Start of Block

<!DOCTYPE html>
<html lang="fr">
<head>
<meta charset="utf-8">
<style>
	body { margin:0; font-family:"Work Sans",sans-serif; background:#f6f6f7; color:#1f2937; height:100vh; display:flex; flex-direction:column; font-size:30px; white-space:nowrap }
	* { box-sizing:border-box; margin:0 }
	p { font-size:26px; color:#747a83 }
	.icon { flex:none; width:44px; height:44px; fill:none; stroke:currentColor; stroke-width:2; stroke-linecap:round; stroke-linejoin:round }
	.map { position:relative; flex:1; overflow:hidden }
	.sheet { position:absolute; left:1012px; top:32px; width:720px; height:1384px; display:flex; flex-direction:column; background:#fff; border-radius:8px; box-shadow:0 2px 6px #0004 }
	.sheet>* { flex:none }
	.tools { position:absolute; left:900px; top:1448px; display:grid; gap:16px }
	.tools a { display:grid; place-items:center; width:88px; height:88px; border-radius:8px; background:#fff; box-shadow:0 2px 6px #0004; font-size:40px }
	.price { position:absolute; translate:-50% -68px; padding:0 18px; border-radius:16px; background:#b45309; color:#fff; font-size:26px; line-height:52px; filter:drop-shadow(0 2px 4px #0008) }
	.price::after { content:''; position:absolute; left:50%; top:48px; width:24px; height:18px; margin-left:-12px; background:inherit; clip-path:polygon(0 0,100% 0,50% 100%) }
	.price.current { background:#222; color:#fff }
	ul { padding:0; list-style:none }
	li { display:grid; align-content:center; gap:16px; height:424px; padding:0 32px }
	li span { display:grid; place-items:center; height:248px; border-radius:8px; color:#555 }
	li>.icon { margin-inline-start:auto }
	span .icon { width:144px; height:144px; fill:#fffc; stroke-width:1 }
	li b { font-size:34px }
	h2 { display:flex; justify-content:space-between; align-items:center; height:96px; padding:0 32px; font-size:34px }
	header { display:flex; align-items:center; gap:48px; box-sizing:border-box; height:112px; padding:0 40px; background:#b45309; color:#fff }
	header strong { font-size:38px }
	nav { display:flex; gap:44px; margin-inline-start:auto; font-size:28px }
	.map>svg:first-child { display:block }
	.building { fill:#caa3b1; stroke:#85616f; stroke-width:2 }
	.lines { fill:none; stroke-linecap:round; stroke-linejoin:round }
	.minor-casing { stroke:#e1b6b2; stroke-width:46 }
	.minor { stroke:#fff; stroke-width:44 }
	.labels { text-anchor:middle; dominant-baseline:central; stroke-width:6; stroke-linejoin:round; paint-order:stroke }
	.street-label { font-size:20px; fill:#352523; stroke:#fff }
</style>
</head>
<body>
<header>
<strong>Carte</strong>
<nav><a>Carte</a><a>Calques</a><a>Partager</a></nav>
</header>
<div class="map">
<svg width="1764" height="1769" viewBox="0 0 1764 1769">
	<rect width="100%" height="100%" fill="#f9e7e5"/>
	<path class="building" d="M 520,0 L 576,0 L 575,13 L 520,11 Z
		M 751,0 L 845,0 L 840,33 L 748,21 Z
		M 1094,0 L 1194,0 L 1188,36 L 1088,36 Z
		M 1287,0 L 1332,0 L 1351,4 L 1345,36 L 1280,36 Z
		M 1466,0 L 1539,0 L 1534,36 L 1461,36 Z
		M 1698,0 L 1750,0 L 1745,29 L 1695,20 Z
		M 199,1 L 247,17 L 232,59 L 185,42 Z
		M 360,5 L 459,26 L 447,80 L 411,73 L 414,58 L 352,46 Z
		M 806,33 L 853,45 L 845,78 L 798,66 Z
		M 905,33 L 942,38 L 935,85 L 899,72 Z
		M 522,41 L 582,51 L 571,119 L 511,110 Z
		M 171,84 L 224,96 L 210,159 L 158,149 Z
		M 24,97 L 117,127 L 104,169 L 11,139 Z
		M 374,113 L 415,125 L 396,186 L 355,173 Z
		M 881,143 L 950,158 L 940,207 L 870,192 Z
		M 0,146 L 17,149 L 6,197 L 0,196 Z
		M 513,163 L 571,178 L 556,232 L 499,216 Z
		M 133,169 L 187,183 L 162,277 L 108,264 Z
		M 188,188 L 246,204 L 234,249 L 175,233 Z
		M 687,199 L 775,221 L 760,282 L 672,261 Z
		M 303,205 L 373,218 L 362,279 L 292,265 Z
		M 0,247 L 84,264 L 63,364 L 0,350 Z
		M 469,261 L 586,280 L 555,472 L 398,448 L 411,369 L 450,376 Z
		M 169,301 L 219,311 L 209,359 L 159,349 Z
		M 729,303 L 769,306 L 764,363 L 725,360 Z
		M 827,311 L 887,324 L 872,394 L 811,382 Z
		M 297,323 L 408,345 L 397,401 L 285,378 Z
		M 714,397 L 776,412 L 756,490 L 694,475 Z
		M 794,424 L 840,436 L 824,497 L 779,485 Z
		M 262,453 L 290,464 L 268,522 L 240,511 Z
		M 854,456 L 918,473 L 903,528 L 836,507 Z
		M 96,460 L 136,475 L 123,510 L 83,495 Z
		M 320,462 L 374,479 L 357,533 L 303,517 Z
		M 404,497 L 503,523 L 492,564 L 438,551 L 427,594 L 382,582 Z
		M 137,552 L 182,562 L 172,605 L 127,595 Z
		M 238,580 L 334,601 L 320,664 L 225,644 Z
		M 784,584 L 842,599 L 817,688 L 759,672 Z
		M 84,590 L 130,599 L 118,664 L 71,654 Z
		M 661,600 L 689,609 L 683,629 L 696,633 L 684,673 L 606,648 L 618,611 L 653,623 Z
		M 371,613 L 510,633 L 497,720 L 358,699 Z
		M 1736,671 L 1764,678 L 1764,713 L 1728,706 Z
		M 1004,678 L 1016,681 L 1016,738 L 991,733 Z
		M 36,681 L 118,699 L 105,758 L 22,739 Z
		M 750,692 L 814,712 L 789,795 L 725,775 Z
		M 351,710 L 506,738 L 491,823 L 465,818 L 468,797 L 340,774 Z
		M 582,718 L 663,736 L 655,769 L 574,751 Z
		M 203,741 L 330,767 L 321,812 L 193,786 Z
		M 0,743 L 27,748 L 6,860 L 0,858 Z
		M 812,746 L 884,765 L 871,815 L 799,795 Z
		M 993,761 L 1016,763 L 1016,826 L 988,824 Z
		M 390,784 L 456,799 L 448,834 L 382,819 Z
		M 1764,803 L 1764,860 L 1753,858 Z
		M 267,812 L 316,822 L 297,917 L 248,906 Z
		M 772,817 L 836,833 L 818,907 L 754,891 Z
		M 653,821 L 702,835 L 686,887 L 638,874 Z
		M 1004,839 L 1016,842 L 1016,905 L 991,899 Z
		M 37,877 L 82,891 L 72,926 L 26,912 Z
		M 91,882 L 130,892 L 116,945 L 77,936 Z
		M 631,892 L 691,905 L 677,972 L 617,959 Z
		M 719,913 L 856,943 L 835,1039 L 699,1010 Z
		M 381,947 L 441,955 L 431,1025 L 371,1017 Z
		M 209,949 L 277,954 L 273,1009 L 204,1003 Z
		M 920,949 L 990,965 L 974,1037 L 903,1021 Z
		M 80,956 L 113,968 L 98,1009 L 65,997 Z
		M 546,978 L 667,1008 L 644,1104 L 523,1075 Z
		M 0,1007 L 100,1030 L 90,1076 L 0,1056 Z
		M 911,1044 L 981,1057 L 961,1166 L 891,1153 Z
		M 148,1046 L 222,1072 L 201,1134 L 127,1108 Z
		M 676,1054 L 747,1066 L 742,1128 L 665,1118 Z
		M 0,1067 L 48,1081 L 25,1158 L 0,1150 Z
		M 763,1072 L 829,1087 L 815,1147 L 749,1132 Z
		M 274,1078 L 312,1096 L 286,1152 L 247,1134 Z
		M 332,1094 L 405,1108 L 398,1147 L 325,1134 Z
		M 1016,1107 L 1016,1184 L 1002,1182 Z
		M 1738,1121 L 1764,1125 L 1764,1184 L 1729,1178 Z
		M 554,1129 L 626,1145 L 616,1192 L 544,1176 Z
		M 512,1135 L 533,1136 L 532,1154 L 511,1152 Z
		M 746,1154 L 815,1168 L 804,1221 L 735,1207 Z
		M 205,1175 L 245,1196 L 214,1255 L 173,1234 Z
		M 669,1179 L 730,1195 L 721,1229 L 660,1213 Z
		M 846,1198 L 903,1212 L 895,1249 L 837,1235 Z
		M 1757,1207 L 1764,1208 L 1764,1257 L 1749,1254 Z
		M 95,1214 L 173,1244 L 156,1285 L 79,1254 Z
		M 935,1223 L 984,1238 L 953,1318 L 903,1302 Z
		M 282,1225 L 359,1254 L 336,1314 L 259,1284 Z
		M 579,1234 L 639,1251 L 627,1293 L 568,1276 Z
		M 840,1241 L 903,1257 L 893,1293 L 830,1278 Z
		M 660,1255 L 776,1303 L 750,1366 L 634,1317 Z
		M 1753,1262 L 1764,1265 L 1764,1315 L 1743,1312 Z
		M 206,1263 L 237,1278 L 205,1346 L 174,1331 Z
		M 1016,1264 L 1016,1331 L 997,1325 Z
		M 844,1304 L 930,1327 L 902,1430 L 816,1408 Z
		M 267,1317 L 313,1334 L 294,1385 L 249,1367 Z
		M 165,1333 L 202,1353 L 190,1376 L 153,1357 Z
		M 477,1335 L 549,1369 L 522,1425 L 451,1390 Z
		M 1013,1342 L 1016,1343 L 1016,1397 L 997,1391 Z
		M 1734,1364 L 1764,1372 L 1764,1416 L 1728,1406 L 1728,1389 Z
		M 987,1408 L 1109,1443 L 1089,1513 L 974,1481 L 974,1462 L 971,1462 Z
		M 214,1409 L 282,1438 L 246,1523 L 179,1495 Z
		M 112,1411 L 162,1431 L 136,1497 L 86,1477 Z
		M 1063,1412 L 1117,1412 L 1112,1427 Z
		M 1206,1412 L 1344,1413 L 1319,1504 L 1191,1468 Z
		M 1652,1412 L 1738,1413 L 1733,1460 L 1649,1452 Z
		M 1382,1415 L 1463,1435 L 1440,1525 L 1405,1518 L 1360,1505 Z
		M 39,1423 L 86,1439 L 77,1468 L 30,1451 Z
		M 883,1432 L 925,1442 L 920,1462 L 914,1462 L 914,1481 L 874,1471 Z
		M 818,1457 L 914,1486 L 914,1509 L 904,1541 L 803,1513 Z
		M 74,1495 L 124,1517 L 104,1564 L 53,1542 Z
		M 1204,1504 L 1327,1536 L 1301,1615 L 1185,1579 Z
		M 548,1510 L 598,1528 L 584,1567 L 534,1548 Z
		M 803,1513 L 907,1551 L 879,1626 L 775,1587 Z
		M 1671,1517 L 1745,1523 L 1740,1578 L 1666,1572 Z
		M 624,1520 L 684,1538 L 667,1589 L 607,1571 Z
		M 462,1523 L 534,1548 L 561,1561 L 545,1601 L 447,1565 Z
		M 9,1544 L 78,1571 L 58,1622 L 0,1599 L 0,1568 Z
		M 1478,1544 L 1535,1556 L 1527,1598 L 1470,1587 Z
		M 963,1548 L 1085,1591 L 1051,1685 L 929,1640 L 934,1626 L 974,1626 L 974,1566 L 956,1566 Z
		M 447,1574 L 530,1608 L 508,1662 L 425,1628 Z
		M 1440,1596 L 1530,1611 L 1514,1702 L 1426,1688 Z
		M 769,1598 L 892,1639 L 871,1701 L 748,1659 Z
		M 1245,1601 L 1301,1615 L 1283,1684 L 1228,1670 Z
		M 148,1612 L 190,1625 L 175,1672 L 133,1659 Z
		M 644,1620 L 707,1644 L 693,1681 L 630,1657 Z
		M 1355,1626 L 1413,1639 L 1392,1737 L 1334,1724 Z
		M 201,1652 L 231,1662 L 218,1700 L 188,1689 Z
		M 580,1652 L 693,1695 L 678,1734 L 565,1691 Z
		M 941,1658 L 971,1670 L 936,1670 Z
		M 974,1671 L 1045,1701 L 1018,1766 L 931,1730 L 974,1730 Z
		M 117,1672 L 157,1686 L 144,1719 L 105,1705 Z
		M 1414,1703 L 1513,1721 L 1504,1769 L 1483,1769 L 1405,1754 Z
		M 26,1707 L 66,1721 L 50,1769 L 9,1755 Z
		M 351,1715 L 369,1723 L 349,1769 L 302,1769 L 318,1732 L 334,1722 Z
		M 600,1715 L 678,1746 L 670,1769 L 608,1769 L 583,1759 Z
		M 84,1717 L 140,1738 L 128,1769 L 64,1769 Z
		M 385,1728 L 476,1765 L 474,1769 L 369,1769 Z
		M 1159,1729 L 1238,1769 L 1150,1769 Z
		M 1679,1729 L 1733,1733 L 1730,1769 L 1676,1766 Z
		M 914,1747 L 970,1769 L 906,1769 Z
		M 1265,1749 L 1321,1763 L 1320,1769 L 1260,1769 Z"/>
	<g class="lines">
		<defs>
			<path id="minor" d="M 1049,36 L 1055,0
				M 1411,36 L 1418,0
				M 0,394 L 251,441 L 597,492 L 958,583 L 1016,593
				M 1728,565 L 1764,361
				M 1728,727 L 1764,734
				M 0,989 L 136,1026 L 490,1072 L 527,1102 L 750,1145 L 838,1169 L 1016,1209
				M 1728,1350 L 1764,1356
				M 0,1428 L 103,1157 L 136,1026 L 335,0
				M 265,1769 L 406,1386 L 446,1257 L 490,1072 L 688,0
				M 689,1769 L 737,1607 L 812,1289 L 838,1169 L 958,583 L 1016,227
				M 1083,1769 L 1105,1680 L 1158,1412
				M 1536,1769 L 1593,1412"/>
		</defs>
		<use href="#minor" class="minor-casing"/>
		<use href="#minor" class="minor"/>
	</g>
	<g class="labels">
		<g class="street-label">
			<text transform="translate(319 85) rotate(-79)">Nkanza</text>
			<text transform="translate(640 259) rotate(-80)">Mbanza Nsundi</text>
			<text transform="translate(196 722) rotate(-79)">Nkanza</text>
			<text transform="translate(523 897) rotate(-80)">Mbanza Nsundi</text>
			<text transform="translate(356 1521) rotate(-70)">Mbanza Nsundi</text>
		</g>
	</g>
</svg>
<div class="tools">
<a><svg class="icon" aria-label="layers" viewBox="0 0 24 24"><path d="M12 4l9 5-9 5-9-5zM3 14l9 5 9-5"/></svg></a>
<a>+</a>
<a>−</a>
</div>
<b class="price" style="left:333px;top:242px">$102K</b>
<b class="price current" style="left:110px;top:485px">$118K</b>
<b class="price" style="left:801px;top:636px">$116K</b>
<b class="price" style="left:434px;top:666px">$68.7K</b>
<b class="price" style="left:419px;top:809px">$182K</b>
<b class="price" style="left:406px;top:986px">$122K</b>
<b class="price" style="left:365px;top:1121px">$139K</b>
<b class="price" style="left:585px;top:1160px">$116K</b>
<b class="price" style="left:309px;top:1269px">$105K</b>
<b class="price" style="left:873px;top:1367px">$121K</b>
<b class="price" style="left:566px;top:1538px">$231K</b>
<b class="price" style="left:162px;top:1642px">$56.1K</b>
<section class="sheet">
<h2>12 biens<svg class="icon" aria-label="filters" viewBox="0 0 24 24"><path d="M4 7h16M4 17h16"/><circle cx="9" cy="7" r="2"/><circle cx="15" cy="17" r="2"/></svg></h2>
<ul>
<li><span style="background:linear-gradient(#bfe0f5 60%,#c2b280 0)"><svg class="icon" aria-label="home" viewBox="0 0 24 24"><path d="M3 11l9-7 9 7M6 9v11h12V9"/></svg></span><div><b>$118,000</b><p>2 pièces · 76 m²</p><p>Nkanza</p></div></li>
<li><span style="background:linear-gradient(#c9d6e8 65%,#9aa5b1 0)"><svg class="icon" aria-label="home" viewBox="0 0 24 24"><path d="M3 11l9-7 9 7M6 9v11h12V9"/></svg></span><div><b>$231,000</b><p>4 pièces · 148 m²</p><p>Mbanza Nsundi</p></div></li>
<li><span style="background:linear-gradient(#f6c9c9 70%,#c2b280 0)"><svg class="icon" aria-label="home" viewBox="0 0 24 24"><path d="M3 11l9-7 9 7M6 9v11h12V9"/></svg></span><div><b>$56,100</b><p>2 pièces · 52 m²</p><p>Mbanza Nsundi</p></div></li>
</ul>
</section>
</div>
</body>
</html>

End of Block

**EXERCISE DETAILS**
In the listing above, find the line containing "M 201,1652 L" and the line containing "M 26,1707 L 66,1721 L 50,1769 L 9,1755 Z", then repeat those two lines and everything between them exactly.

**FINISHED TASK**
		M 201,1652 L 231,1662 L 218,1700 L 188,1689 Z
		M 580,1652 L 693,1695 L 678,1734 L 565,1691 Z
		M 941,1658 L 971,1670 L 936,1670 Z
		M 974,1671 L 1045,1701 L 1018,1766 L 931,1730 L 974,1730 Z
		M 117,1672 L 157,1686 L 144,1719 L 105,1705 Z
		M 1414,1703 L 1513,1721 L 1504,1769 L 1483,1769 L 1405,1754 Z
		M 26,1707 L 66,1721 L 50,1769 L 9,1755 Z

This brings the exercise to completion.